START DATA SECTION

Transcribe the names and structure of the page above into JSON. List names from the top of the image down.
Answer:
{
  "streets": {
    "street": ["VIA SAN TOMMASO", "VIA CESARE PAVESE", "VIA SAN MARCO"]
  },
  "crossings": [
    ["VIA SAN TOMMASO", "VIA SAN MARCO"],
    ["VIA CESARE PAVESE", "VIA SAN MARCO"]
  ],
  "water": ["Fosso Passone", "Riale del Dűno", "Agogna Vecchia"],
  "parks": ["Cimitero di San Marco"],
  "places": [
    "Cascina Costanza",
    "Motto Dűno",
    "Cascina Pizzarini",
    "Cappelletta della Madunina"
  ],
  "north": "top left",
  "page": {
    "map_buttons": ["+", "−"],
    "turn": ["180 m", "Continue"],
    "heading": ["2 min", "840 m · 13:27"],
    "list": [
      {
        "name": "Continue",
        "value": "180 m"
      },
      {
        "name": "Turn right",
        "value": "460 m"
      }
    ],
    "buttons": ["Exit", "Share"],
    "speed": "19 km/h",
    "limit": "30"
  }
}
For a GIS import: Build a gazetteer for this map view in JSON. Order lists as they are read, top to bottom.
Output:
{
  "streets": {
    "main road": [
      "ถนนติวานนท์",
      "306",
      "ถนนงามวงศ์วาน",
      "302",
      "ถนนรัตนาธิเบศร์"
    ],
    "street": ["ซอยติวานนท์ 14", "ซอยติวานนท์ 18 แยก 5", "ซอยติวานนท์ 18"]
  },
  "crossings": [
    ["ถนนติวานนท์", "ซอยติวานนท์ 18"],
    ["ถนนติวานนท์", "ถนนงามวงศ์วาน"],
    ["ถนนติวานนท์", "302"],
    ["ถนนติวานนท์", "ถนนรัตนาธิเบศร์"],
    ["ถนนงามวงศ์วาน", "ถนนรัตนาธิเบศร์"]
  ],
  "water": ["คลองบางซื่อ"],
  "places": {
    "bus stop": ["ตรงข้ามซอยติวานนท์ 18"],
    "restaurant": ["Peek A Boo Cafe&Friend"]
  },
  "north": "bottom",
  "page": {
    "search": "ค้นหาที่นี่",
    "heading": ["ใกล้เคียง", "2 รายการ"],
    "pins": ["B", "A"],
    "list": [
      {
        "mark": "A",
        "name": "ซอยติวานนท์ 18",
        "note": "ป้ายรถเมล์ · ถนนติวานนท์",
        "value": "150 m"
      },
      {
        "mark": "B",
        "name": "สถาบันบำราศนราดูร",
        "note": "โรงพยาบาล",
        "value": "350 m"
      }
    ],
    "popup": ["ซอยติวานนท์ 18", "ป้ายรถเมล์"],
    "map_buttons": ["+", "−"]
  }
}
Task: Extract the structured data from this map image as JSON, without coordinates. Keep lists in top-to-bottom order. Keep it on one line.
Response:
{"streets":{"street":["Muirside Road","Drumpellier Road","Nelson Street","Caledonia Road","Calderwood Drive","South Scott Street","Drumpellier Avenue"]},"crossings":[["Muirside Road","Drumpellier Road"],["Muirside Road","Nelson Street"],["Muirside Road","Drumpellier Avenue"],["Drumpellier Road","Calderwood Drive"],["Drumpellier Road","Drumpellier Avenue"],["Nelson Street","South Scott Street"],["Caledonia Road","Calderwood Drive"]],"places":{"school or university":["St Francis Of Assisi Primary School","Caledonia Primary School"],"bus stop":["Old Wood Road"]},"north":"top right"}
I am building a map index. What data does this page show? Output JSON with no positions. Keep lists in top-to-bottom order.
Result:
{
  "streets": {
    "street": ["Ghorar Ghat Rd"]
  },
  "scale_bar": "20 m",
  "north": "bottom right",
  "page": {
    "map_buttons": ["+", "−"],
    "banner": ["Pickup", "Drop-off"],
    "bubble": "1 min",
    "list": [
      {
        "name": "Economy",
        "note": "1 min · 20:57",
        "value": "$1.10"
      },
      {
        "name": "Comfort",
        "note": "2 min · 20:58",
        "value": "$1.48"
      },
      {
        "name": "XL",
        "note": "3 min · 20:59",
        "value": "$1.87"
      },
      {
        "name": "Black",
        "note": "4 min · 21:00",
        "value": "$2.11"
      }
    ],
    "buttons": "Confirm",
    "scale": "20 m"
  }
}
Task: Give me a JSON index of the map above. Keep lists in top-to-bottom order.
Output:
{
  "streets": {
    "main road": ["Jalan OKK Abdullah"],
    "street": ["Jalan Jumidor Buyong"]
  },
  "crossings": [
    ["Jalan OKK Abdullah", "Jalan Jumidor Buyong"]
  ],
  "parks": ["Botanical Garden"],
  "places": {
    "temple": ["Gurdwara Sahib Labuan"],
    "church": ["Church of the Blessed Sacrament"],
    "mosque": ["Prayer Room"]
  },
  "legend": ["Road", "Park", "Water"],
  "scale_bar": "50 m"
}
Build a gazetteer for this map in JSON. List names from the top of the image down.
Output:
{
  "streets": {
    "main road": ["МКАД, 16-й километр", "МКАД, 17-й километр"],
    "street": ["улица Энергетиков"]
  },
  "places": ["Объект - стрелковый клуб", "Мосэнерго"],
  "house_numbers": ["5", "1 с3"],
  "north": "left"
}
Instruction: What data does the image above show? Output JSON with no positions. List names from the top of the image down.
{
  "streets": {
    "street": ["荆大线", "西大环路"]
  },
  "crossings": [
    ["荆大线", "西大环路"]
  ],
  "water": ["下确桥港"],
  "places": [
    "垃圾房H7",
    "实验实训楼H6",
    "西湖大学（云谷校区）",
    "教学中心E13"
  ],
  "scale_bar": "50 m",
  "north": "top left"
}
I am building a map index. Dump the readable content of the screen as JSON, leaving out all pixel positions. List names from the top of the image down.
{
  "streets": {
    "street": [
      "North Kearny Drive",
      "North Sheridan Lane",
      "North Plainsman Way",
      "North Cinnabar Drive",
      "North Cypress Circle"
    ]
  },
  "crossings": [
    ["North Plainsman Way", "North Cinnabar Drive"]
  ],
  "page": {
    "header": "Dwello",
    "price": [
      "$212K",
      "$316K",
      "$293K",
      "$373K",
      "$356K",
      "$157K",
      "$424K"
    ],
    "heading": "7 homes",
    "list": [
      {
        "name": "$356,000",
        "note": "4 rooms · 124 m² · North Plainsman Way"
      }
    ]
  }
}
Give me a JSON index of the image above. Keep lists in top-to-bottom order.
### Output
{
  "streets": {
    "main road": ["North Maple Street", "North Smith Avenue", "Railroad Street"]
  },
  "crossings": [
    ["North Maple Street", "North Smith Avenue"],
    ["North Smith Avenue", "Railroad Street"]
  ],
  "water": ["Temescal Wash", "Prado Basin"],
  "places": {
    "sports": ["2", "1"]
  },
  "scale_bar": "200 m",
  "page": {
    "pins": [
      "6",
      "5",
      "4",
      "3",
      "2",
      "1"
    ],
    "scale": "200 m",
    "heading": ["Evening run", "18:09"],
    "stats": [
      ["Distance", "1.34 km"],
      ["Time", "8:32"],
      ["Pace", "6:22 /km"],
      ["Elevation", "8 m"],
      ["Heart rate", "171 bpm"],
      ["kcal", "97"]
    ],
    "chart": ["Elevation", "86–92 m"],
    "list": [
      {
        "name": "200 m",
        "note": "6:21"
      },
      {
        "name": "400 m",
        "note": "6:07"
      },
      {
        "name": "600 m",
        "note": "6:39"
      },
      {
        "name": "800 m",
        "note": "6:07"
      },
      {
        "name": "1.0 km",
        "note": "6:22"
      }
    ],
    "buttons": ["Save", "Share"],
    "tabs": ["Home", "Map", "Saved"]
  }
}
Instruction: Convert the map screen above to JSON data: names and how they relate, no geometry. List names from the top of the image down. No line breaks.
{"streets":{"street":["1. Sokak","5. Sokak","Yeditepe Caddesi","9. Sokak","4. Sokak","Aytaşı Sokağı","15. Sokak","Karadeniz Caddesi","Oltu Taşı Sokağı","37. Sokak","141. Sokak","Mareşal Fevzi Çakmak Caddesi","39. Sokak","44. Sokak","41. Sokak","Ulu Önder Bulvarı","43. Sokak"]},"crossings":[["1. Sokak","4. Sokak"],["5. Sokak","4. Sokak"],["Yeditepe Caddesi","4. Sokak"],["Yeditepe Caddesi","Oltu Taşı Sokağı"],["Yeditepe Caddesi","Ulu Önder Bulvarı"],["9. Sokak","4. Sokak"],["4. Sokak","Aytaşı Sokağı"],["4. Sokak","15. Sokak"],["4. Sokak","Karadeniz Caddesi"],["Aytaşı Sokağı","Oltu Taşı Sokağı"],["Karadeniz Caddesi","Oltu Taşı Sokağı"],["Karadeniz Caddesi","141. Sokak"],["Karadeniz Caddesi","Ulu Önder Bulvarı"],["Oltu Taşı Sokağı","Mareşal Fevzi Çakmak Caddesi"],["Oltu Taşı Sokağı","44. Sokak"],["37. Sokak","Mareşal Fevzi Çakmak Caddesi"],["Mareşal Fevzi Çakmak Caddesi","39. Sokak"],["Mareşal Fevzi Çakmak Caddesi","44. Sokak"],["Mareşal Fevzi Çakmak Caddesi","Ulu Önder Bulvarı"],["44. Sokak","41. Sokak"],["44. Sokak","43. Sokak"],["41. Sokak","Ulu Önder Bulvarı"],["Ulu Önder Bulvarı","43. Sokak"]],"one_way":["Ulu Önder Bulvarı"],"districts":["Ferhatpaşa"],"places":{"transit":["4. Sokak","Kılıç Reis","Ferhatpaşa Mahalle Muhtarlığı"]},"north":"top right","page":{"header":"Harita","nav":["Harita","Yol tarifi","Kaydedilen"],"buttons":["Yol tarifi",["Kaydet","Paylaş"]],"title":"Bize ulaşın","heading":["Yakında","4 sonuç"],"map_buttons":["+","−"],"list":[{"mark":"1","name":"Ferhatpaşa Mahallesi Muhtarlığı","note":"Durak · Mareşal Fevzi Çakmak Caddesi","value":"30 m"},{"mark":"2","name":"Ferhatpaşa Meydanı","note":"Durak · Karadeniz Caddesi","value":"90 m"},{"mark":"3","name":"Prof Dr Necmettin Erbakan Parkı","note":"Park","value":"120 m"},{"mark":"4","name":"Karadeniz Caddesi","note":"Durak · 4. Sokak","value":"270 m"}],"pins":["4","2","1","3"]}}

END DATA SECTION

HOW TO COMPLETE THIS TASK = Copy each line of the records that contains the word "Plainsman".

RESULT OF THE EXERCISE =
      "North Plainsman Way",
    ["North Plainsman Way", "North Cinnabar Drive"]
        "note": "4 rooms · 124 m² · North Plainsman Way"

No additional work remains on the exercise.